■ WHAT YOU HAVE TO DO ■
Scan the listing for the word "جامی", and copy out each line where it is found.
==============================
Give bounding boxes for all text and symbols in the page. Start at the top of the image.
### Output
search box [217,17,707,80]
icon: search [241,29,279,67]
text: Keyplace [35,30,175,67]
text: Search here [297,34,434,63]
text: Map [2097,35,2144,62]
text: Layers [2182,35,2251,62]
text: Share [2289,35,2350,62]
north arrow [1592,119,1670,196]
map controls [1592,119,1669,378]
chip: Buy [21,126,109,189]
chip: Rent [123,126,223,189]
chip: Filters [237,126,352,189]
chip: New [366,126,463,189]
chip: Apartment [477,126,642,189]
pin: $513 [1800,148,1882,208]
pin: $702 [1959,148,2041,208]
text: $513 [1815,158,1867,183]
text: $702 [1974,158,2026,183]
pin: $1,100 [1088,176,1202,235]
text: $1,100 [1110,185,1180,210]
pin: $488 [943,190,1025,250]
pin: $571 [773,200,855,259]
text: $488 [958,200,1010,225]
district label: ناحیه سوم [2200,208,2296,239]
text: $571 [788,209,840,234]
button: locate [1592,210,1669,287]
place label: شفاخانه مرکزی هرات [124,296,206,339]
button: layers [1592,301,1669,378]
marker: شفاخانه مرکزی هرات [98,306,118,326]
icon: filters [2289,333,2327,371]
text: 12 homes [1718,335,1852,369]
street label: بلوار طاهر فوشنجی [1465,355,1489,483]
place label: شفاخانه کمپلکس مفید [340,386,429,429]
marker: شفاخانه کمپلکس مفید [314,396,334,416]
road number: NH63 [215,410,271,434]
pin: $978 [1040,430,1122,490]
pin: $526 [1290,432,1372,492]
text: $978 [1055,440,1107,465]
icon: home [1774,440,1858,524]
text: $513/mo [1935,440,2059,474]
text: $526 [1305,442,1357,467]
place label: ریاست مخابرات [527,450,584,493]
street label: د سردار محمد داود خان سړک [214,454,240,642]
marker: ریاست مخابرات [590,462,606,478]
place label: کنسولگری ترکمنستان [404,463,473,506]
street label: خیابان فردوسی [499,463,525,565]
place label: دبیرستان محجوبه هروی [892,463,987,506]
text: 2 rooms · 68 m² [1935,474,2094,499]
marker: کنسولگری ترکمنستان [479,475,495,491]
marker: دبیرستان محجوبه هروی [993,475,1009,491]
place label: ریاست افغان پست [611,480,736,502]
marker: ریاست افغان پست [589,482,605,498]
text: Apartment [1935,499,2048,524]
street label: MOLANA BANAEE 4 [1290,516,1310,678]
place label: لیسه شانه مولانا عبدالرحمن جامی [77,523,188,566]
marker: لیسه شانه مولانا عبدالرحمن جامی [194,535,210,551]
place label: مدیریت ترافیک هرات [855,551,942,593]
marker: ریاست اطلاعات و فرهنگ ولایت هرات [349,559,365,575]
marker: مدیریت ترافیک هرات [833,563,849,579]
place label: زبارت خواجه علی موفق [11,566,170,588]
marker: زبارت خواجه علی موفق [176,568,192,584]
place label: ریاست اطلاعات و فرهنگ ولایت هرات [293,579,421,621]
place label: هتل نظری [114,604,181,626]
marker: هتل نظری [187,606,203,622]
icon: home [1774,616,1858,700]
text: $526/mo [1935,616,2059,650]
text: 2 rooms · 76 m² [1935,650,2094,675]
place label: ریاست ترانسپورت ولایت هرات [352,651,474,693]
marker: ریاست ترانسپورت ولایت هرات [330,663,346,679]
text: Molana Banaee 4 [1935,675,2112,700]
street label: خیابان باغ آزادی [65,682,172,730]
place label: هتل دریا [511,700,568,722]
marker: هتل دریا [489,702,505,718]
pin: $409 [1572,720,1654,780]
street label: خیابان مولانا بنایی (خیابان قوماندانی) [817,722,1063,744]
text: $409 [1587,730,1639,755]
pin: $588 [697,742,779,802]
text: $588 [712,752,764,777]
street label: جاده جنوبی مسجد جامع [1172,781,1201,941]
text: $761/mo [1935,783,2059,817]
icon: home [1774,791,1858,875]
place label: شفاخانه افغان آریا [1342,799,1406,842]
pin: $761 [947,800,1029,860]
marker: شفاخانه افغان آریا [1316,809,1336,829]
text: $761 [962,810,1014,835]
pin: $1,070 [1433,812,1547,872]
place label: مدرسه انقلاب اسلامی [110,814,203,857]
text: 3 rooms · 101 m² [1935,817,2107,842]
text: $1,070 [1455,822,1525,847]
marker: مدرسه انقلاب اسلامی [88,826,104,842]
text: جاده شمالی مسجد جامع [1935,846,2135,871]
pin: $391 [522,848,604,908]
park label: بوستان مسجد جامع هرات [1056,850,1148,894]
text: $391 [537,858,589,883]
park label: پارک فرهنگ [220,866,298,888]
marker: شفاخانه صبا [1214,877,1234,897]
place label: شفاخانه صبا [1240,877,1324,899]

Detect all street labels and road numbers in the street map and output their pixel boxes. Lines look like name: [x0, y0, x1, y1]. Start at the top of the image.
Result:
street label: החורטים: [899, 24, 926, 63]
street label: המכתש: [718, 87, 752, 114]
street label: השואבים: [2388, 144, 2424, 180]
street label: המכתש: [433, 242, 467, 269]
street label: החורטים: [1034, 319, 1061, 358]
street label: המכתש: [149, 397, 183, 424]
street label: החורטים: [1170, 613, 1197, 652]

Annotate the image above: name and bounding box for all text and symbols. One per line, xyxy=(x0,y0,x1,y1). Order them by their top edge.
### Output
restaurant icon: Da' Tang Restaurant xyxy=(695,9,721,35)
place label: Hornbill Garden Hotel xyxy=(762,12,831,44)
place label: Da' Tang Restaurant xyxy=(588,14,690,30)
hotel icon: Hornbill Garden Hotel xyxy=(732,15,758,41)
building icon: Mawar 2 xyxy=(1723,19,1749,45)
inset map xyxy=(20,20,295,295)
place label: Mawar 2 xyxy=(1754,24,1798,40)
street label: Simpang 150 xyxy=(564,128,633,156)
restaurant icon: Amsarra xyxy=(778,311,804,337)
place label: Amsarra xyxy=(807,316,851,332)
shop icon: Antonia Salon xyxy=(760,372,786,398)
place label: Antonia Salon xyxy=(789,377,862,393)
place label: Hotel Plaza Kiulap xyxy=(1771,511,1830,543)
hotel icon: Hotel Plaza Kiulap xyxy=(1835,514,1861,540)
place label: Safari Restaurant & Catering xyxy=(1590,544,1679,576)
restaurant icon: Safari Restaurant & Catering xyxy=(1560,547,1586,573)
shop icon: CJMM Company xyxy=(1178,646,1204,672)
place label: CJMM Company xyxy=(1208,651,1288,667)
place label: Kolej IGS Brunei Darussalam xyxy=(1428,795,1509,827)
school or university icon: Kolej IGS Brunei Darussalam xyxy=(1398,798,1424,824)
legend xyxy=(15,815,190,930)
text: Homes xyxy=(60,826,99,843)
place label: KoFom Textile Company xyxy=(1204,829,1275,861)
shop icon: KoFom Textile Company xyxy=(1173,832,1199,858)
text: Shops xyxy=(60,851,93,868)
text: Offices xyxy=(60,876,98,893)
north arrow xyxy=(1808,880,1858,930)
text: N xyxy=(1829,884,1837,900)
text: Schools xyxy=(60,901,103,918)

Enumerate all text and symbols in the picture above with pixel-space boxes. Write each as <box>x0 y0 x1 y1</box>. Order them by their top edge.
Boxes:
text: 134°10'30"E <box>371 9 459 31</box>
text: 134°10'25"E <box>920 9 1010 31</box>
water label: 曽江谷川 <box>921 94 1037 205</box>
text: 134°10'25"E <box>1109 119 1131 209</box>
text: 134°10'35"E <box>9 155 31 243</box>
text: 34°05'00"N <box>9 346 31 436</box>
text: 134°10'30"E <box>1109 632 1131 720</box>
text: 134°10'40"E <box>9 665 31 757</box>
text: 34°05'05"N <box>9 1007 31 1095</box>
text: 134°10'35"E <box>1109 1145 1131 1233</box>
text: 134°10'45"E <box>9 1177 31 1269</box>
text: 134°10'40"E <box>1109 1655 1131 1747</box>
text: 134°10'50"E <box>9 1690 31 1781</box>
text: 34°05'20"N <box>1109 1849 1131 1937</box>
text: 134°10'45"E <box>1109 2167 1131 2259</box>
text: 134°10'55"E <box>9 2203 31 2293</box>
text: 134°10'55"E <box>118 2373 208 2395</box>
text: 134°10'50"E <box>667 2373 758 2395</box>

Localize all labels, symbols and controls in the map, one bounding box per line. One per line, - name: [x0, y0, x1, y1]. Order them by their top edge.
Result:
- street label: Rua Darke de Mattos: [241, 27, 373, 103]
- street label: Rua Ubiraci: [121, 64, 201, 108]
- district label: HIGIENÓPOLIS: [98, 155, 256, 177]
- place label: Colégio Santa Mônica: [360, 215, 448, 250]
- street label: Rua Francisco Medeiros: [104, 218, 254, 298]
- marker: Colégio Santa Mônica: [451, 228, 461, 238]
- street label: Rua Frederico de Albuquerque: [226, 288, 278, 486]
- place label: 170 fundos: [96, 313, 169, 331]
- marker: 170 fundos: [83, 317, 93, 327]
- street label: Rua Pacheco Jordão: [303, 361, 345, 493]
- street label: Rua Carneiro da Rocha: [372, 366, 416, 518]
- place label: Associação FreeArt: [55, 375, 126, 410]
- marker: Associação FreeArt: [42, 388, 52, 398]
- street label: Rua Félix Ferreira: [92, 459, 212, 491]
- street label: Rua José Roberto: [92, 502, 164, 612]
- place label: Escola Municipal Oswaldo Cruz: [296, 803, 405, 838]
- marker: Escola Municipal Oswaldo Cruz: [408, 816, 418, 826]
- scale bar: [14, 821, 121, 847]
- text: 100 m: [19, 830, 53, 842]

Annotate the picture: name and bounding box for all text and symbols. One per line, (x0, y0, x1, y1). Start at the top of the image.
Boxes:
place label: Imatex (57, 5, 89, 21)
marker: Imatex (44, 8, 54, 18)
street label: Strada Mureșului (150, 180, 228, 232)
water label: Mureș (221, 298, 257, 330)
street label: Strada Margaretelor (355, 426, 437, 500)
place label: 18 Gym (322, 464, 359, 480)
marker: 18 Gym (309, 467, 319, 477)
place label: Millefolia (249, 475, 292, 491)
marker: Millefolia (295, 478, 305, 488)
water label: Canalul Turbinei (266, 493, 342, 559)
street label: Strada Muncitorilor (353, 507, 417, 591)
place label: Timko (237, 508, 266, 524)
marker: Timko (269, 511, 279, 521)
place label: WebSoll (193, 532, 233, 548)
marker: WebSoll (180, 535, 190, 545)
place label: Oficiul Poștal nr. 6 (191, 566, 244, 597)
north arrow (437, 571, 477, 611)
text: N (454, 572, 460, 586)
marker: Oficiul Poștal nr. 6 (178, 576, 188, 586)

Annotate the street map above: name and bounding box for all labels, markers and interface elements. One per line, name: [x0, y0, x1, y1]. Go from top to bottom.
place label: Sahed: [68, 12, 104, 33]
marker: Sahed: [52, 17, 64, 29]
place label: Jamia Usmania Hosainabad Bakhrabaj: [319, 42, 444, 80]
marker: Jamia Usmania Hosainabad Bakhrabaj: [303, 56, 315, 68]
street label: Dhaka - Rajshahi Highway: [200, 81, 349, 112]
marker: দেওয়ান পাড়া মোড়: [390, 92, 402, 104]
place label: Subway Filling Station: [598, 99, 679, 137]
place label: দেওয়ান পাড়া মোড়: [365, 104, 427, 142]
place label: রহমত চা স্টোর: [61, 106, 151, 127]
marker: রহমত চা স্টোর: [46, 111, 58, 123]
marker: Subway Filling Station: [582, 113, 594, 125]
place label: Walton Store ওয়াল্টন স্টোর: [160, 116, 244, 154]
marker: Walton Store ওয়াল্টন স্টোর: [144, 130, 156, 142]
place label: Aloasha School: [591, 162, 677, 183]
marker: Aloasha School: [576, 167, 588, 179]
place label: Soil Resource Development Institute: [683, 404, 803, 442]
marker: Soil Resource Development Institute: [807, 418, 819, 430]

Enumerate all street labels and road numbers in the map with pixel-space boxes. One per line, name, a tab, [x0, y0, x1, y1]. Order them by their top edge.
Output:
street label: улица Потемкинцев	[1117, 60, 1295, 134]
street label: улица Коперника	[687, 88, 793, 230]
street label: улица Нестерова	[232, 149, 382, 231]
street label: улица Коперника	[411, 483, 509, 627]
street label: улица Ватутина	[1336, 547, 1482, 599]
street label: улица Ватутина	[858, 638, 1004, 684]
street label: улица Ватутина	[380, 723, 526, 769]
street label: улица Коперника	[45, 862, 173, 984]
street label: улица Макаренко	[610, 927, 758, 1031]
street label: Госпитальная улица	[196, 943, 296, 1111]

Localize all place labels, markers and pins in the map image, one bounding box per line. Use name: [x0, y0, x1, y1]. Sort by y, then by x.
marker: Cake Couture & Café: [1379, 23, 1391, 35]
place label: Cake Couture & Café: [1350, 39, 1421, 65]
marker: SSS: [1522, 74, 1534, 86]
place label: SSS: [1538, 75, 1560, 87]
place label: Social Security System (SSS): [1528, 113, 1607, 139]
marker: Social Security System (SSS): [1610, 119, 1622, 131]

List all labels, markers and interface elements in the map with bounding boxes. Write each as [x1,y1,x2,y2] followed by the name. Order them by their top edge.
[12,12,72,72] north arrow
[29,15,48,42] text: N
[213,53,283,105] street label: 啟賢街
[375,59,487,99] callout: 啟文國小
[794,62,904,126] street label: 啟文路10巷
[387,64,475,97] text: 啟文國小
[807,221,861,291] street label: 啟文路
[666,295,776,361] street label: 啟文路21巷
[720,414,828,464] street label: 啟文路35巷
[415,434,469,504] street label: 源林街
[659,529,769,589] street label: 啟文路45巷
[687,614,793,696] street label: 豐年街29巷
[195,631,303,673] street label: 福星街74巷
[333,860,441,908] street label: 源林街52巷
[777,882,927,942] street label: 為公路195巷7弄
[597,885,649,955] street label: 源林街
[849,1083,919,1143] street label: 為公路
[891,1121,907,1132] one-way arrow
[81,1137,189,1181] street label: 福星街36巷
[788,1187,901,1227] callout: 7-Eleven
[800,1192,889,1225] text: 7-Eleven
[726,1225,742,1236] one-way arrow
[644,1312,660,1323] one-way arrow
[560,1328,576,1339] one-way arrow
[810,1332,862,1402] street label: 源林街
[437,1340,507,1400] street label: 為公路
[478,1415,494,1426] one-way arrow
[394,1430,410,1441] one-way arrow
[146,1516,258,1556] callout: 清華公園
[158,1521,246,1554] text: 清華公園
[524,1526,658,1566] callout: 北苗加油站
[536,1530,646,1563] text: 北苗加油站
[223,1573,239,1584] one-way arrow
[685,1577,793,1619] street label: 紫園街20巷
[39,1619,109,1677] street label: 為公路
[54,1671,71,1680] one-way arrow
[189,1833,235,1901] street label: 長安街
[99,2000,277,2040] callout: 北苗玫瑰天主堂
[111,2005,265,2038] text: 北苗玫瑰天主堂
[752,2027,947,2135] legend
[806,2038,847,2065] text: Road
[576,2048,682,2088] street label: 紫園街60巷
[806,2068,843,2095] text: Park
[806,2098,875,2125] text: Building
==============================
■ ANSWER BELOW ■
place label: لیسه شانه مولانا عبدالرحمن جامی [77,523,188,566]
marker: لیسه شانه مولانا عبدالرحمن جامی [194,535,210,551]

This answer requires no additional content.